Spotify also went on a high-profile shopping spree for podcasting companies in recent years, paying hundreds of millions of dollars on Gimlet, The Ringer, Anchor, Parcast, Megaphone. It then spent more hundreds of millions of dollars chasing big names around from Joe Rogan to Prince Harry. All told, it has spent more than a billion US on these efforts. But it is now cutting shows produced by the studios it spent so much to acquire.

It has also abandoned its stance on podcast exclusivity, which was determined as a good way to drive user growth.

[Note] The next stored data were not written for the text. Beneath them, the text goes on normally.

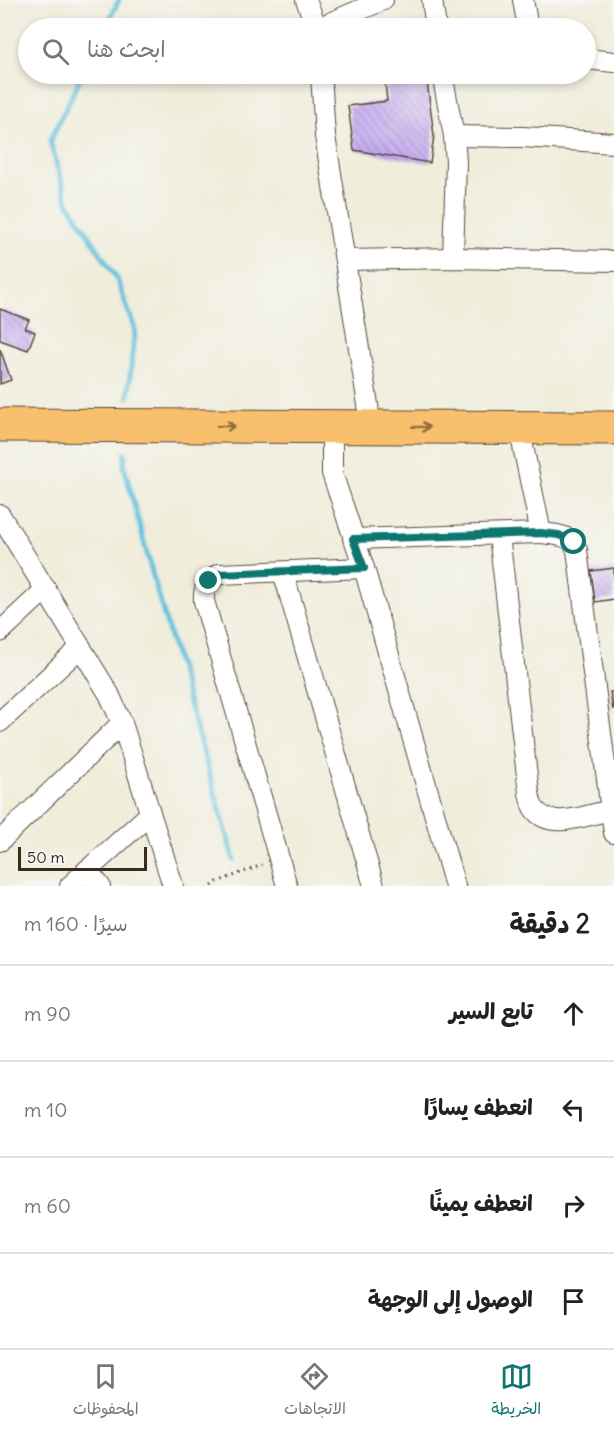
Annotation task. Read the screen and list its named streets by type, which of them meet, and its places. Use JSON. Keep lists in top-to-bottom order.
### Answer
{
  "scale_bar": "50 m",
  "page": {
    "search": "ابحث هنا",
    "scale": "50 m",
    "heading": ["2 دقيقة", "سيرًا · 160 m"],
    "list": [
      ["تابع السير", "90 m"],
      ["انعطف يسارًا", "10 m"],
      ["انعطف يمينًا", "60 m"],
      "الوصول إلى الوجهة"
    ],
    "nav": ["الخريطة", "الاتجاهات", "المحفوظات"]
  }
}
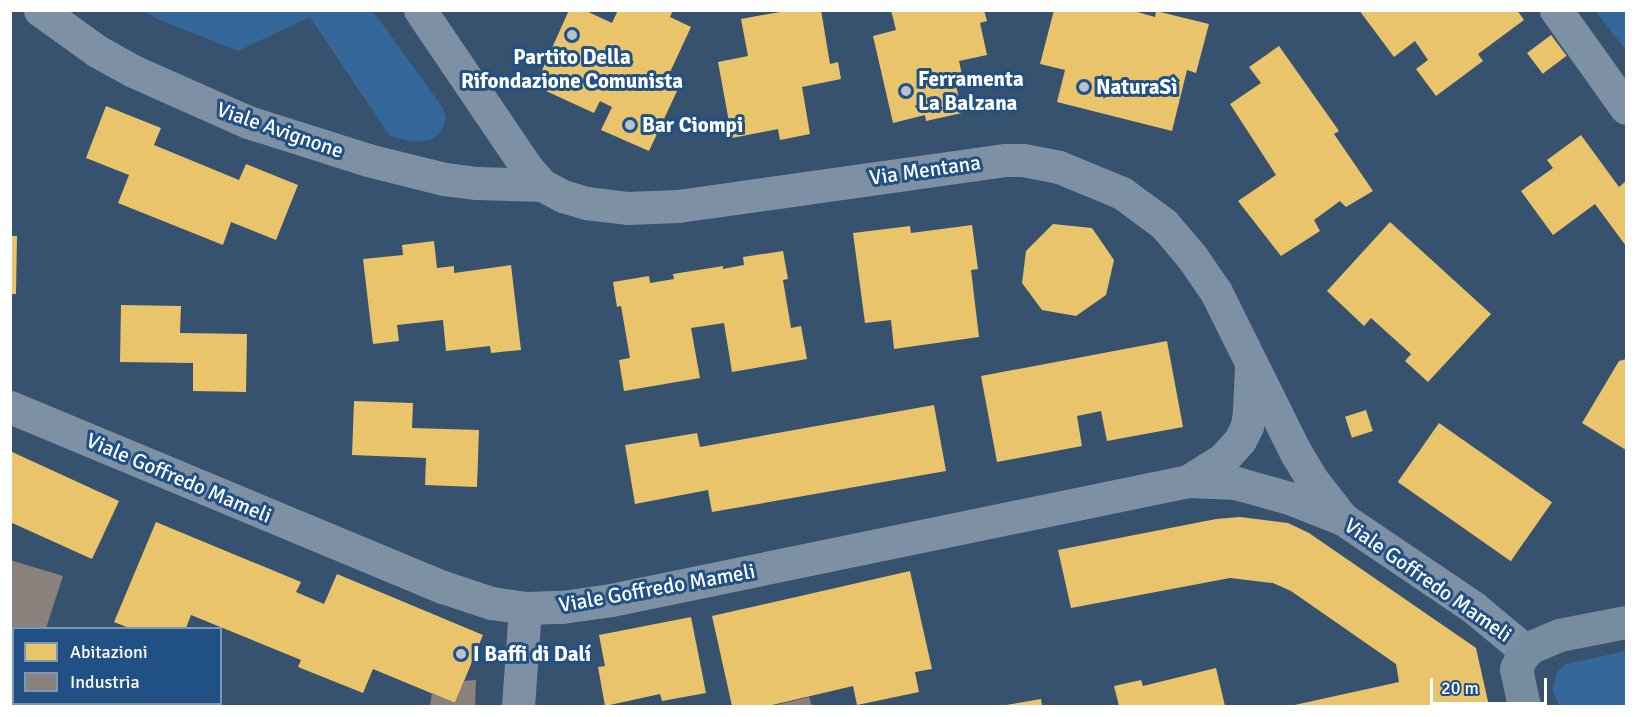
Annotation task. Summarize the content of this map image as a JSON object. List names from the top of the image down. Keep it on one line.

However, the Gimlet and Parcast unions said that some shows lost more than three-quarters of their audiences when moved to Spotify exclusively after Spotify restructured and laid off their staff.

“Yesterday, Spotify told show teams that their podcasts were being cancelled because of low numbers. But decisions Spotify’s leadership made directly contributed to these low numbers. Their decision to make most of Gimlet’s and Parcast’s shows Spotify exclusive caused a steep drop in listeners,” they said in a statement.

So what’s the reality of the situation with podcasting? ARN proudly said last month that podcast ad spend was up some 88 per cent.

“In the current media landscape, podcasts continue to be Australia’s fastest-growing mass media, fostering unparalleled engagement and intimacy between advertisers and audiences. With an 88 per cent surge in Australian podcast advertising spend year-on-year, it highlights the continued proven impact of the medium and a host’s ability to connect and drive action,” said Corey Layton, ARN’s head of digital audio,” said Corey Layton, ARN’s head of digital audio.

Has Spotify over-extended and exposed itself to too much risk with podcasting? Almost certainly. But it still has room to manoeuvre with its gargantuan user base. Is it charging them enough money? Can ads fill the holes in Ek’s financial planning? If so, would users be happy considering they used to get an ad-free experience?

Something has to change for the company. But what?